Dit uit zich in jongeren die een slaaptekort hebben en hun huiswerk afraffelen. Jeugdarts Wafae Lasfar ziet tijdens haar spreekuur regelmatig jongeren in het kader van ziekterverzuim: “Ik spreek jongeren die weinig energie hebben en last van duizeligheid. Bij doorvragen blijkt dat ze niet ontbijten en niet of nauwelijks eten onder schooltijd. Ook geven ze aan 's ochtends hun bed niet uit te kunnen komen, omdat ze nog tot laat op hun mobiel zitten.”

Meer info:

Hoe verder?

De cijfers uit de Gezondheidsmonitor laten zien dat we stevig moeten inzetten op preventie.
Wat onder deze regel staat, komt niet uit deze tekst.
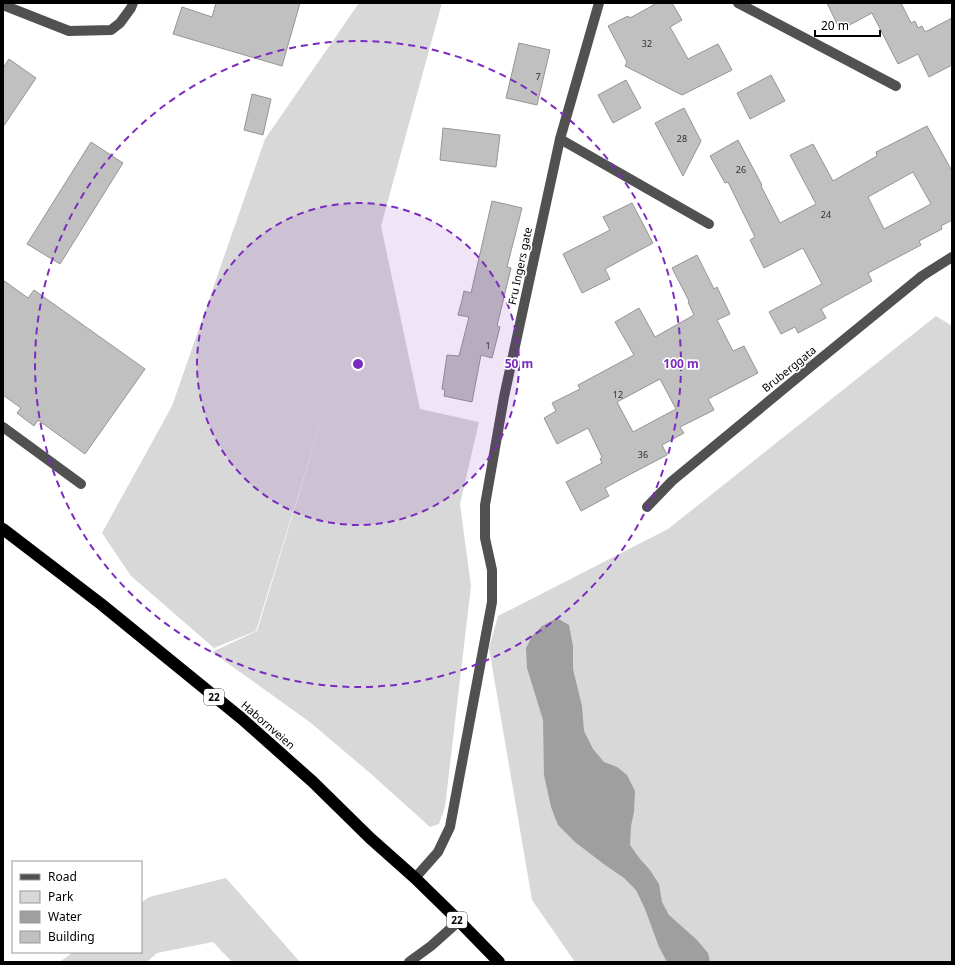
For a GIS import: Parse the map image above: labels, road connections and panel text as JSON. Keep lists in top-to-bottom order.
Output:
{
  "streets": {
    "highway": ["22", "Habornveien"],
    "street": ["Fru Ingers gate", "Bruberggata"]
  },
  "crossings": [
    ["Fru Ingers gate", "Habornveien"]
  ],
  "house_numbers": [
    "32",
    "7",
    "28",
    "26",
    "24",
    "1",
    "12",
    "36"
  ],
  "legend": [
    "Road",
    "Park",
    "Water",
    "Building"
  ],
  "scale_bar": "20 m",
  "rings": ["50 m", "100 m"]
}
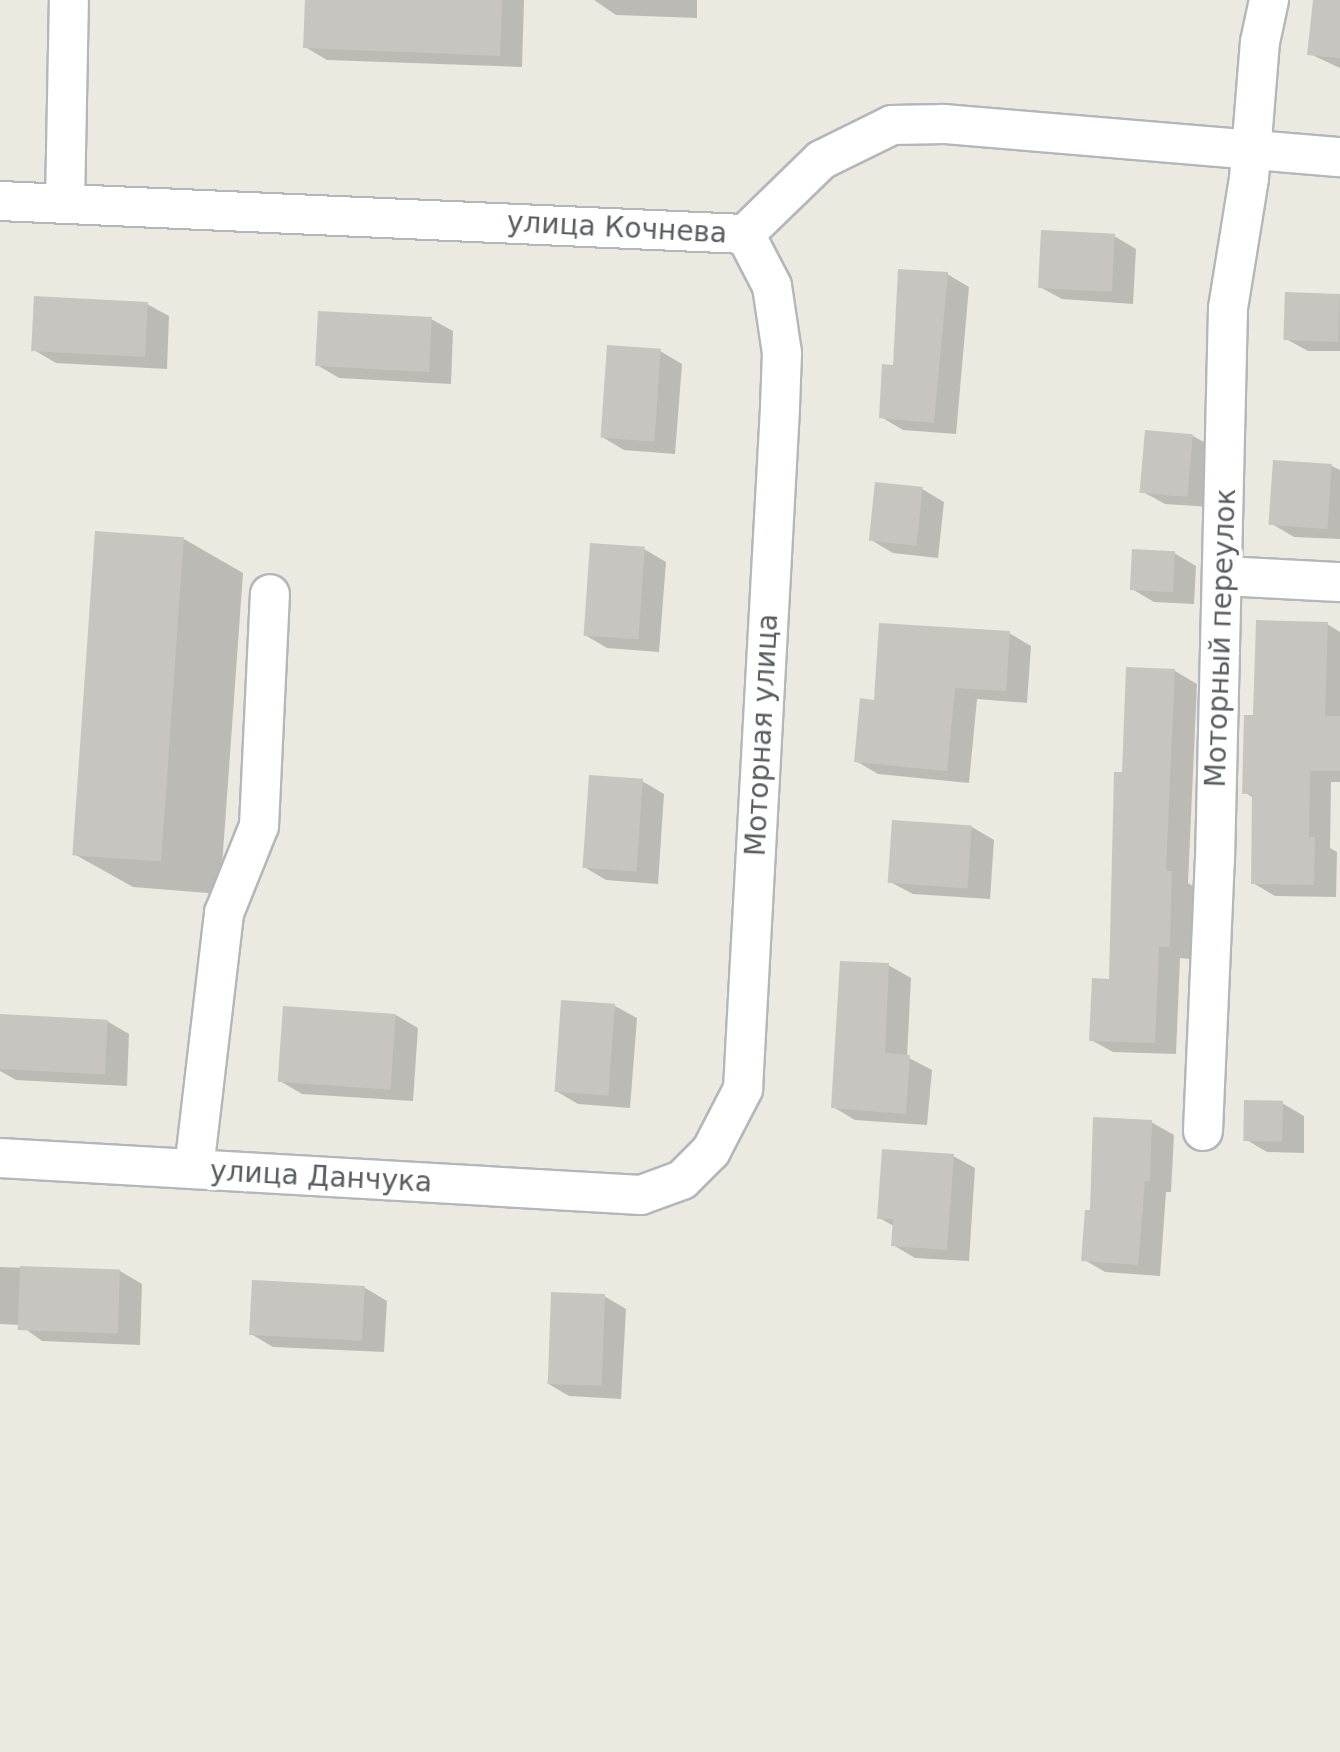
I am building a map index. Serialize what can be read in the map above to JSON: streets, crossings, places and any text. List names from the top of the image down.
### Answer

Het vraagt betrokkenheid en samenwerking van de omgeving van de jongeren. Door een collectieve aanpak kunnen we meer impact maken. Elke school die heeft deelgenomen aan het onderzoek ontvangt een eigen rapport. Dit kan scholen helpen bij het kiezen waar ze hun aandacht op willen richten in hun zorg voor leerlingen. De regionale en gemeentelijke uitkomsten van het onderzoek staan op de website van de Twentse gezondheidsverkenning. Lokale en regionale beleidsmakers kunnen de resultaten van de monitor gebruiken om beleid te maken en onderbouwen.